Unsupervised learning
Computer can solve the problem with little or no idea what our results are.
-
- Clustering
-
Make clusters having similar characters.
Reinforcement learning
Computer can learn from the experience. From the reward, computer can recognize and decide the best action to get the best reward in current environment.
Linear regression
In statistics, linear regression is n approach for modeling the relationship between a scalar dependent variable y and one or more explanatory variables(or independent variables) denoted $X$. - Wikipedia
Simply, linear regression predicts a real-valued output based on an input value.
trivial model
\[l_0 = y + \beta(noise) \\ (US)(V^Tl) = y+\beta \\ T_\alpha l_\alpha ≈ y \\\]Linear regression with one variable
A very simple regression form. \(y = x_0+ax_1\)
Cost function
The cost function
is a function to get the value that the estimated value is how far from the real value.
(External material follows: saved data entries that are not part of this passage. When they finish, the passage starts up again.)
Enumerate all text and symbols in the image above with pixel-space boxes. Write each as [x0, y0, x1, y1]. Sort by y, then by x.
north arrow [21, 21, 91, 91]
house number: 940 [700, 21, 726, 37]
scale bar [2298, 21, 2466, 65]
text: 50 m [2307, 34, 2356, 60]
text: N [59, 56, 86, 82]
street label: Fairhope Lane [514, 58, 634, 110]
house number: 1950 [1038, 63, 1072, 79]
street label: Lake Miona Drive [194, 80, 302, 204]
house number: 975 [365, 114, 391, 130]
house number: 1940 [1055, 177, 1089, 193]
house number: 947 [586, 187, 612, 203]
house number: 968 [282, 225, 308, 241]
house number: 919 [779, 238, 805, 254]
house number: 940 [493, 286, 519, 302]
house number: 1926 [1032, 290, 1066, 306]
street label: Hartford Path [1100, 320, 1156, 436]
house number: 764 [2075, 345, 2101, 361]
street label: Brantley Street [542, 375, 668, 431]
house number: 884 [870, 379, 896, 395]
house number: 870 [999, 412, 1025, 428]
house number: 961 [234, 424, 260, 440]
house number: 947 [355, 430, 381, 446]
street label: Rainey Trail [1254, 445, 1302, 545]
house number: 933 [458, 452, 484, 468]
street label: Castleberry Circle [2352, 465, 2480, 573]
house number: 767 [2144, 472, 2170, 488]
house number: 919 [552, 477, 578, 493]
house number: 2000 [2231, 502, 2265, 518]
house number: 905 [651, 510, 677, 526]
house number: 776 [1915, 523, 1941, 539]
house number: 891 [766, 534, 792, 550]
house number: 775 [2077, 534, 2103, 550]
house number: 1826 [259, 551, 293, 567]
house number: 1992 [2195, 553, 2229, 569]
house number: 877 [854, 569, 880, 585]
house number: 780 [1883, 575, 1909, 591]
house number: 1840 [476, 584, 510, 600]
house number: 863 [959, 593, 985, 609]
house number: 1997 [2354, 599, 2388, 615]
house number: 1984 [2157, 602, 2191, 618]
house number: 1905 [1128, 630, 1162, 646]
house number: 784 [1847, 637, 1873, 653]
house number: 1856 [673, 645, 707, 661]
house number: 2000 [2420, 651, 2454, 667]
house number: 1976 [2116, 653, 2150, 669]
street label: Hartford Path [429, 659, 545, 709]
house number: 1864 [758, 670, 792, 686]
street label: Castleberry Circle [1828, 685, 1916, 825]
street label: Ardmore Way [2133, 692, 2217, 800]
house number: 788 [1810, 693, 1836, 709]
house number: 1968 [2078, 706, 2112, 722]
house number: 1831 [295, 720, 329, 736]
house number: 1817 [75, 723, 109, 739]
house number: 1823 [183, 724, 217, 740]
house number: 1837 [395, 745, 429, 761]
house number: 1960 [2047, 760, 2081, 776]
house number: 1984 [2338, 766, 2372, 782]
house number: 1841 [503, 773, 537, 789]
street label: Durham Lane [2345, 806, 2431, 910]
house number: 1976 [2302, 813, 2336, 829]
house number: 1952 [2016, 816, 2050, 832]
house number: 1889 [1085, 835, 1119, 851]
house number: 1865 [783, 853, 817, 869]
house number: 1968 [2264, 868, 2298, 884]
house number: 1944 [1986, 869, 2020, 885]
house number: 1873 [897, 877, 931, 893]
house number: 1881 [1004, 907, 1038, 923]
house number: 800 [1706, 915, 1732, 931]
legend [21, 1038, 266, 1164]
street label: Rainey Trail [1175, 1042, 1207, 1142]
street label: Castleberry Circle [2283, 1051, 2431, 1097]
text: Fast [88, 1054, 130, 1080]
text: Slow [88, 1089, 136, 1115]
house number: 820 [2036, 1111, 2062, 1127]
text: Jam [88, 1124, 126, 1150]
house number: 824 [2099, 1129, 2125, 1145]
To minimize the cost function we should choose proper $\theta_0,\theta_1$ so that $h_\theta(x)$ is close to y for our training.
$hypothesis: h_\theta(x) = \theta_0 + \theta_1x$ $m=training\ set\ size$
Minimize the Cost function:
\[\min_{\theta_0,\theta_1}\ J(\theta _0,\theta _1) = \frac{1}{2m}\sum_{i=1}^m(h_\theta(x_{i}) - y_{i})^2\]Parameter learning
Gradient descent
It is an algorithm to find the minimized value of cost function.
Update the parameters until convergence,
First Initialize parameters $\theta_0,\theta_1$.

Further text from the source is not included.